As the day was now becoming bright and hot, I thought it time to look after my boys, who were out of sight around a point. I soon came up with them and found “Squills” asleep in the bottom of the boat while “Bluffy” sat smoking, with his rod lying idly across the gunnel with the line in the water. “What luck, boys?” I shouted. “Squills” awoke and replied, “What luck yourself, Governor? Not one blessed fish in this region.” I settled on my sculls, ready for a quick start, and said, “Why, Squills, you don’t know how to fish. Just compound a few of your best prescriptions and throw them overboard. They have generally proved fatal to your patients, and will murder the fish sure.”
“Squills” made a wicked dab at my head with his long-handled net, but a stroke put me in safety, and I added, “And you, friend ‘Bluffy,’ just rehash that famous trespass-case speech of yours, which gave the judge fits and nearly killed the jury, and if you don’t have lots of dead fish, I’m a Dutchman.” The poor boys, however, were past joking; and I rowed back and examined their ground. They had actually been fishing all the morning in water nine feet deep; over a bottom smooth as a billiard table, without a weed, rock or stone to hide them from the fish; all of which, within a hundred yards, could plainly see them and their boat.
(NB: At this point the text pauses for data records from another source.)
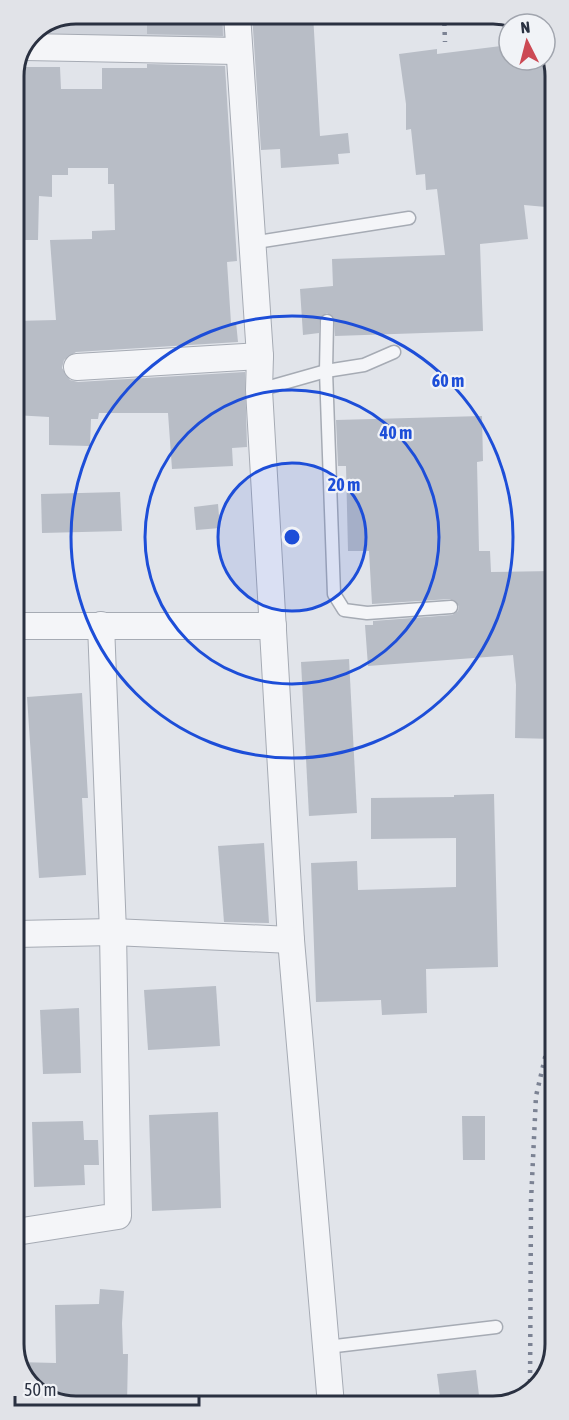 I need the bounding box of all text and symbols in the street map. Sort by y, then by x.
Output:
north arrow [497,12,557,72]
text: N [520,18,531,37]
text: 60 m [432,370,464,391]
text: 40 m [379,422,412,443]
text: 20 m [328,474,360,495]
centre of rings [282,527,302,547]
scale bar [15,1369,200,1407]
text: 50 m [24,1379,56,1400]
So I said, “Come boys, we’ll go to camp and have an early trout dinner, and in the evening you shall catch fish to your heart’s content.” Then up, after this manner, spoke the dolorous “Squills”.
“That is all right, Governor, but it strikes me that in order fully to enjoy a trout-dinner, it is, above all things, necessary first to have the trout.”
“True, most sapient medicus, and here they are,” I rejoined, at the same time lifting the lid of my creel. “Glory to Galen!”
“Thunder and turf!”
“Ghost of Walton! where did you get those, Governor?” both exclaimed in a breath. “Boys,” said I, “you are hungry, tired, and cross; possess your souls in patience; come to camp; take some lime-juice and water, with a little of something in it; eat, drink, and recover your strength, and you shall have the best afternoon’s sport you ever saw.” These words of wisdom cheered the fellows up wonderfully, and we all put off for camp.
That redolent and shiny youth, Jim, soon cleaned two of the dead fish, together about five pounds, cooked them in a style of his own, and we sat down at the unfashionable hour of eleven to our first camp dinner. I will, for once, give the menu, merely to show what awful hardships we had to encounter!
Brook trout, fried in red-hot lard, garnished with bread crumbs; broiled mutton chops; baked potatoes; cold tongue; pickles; sauces and jellies: aftercourse—pancakes with maple syrup; wind up—Stilton cheese. Didn’t we just suffer for our country? After the inevitable and welcome pipe (not cigars), and some choice and (I am happy to say) chaste anecdotes by “Bluffy,” we laid down for a two hours’ siesta. Oh, the glory, the happiness of out-door life, away from posts, telegraphs, or newspapers! Oh, the delight of feeling that every fresh breath of pure ozone-laden air, adds to health and wholesome animal spirits, and is rapidly re-invigorating your system, and fitting you to more effectually take part in renewed and honest work!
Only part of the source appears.